The sights in the streets had become rather an old story by this
time, and there was not much to be said about them.
"Have you recovered from the fatigues of Saturday, Mrs. Belgrave?" asked
Lord Tremlyn.
"Entirely, my Lord. I am quite ready for the next item in your programme,"
replied the lady.
"How did you enjoy the play, madam?" inquired Sir Modava.
"As a religious exhibition, from my point of view, it was a failure."
"It does not convey much of an idea of even the mythology of the Hindus,"
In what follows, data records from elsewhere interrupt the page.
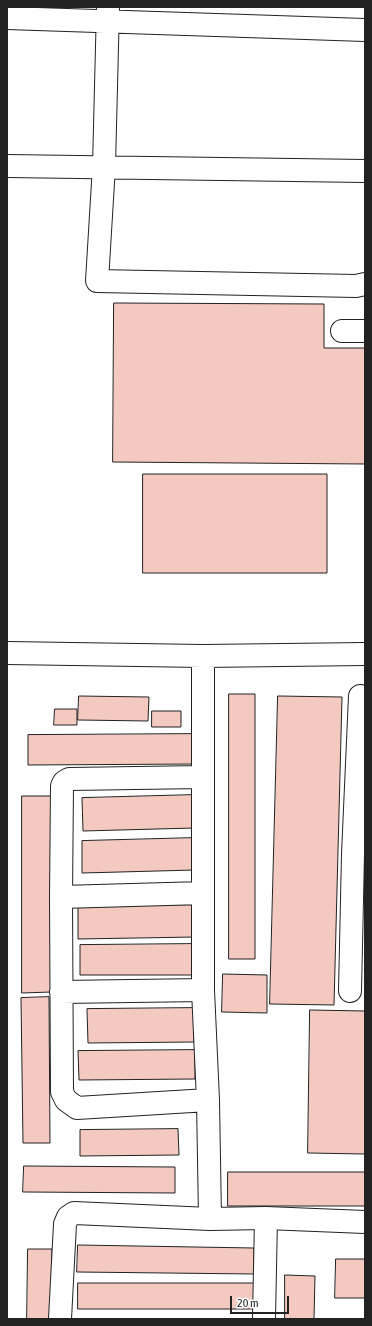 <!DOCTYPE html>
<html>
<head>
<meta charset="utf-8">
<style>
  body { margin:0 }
  #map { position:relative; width:372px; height:1326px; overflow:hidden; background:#fff; font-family:"Asap Condensed",sans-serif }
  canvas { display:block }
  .frame { position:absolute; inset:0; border:8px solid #222; pointer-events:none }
  .scale { position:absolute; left:230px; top:1296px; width:59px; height:18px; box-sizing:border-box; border:2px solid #222; border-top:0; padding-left:5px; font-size:12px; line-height:14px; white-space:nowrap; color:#222; -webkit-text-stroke:3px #fff; paint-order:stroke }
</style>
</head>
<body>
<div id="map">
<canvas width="372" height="1326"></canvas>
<div class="frame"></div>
<div class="scale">20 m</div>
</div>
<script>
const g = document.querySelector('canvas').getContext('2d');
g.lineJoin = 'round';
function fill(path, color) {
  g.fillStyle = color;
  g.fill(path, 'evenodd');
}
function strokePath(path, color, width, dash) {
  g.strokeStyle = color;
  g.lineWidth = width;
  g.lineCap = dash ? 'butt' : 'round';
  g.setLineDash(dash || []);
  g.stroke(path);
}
const building = new Path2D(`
  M 114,303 L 324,304 L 324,348 L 365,348 L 365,464 L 113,462 Z
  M 143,474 L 327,474 L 327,573 L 143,573 Z
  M 229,694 L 255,694 L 255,959 L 229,959 Z
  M 79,696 L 149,697 L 148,721 L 78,720 Z
  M 278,696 L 342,697 L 334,1005 L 270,1004 Z
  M 55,709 L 77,709 L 77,725 L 54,725 Z
  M 152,711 L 181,711 L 181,727 L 152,727 Z
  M 196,734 L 196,764 L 28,765 L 28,735 Z
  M 194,795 L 194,828 L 83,831 L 82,798 Z
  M 22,796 L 51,796 L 51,992 L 22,993 Z
  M 194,838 L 195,870 L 82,873 L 82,841 Z
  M 194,905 L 195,937 L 78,939 L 78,906 Z
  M 192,944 L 192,975 L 80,975 L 80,945 Z
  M 223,974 L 267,975 L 267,1013 L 222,1012 Z
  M 49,997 L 50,1143 L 23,1143 L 21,998 Z
  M 194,1008 L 194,1042 L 88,1043 L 87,1009 Z
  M 310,1010 L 365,1011 L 365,1154 L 308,1153 Z
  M 195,1050 L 195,1079 L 79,1080 L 78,1051 Z
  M 178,1129 L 179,1155 L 80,1156 L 80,1130 Z
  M 24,1166 L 175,1167 L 175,1193 L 23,1192 Z
  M 228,1172 L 365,1172 L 365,1206 L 228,1206 Z
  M 78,1245 L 254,1248 L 254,1274 L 77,1272 Z
  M 28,1249 L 52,1249 L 51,1319 L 27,1319 Z
  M 336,1259 L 365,1259 L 365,1298 L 335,1298 Z
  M 285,1275 L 315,1276 L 314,1319 L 285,1319 Z
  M 78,1283 L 254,1283 L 254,1309 L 78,1309 Z`);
fill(building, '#f3c9c0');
strokePath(building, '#222', 1);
const minor = new Path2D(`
  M 108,7 L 104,166 L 97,281 L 356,286 L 365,284
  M 7,18 L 365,30
  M 7,166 L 365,171
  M 342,331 L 365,331
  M 7,653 L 203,656 L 365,654
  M 203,656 L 203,990 L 208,1100 L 210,1219
  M 203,777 L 69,779 L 64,782 L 62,786 L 61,897 L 62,1092 L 66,1100 L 77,1108 L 208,1100
  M 61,897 L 203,893
  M 350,991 L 353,854 L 360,696
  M 61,992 L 203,990
  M 60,1319 L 65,1224 L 68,1217 L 74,1213 L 210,1219 L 266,1218 L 365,1222
  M 264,1319 L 266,1218`);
strokePath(minor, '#222', 24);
strokePath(minor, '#fff', 22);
</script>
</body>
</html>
added Professor Giroud. "If Krishna was a divinity, or even an incarnation
of one, he is a very bad representation of the piety and morality of the
gods. The affair was well enough as a love-story, but the conclusion looked
like a pleasant satire on those authors who insist that their tales and
novels shall have an agreeable ending;" and the professor indulged in a
hearty laugh as he recalled the manner in which Satyavama had been brought
back to life by the divinity in yellow paint.
"I like that kind of a winding up of a story, and I don't like the other
kind," added the magnate of the Fifth Avenue. "We read novels, if we read
them at all, for the fun of it, with some incidental information in the
right direction. When I was a young man I had a taste for the sea, as most
boys have, and I read Marryat's novels with immense pleasure.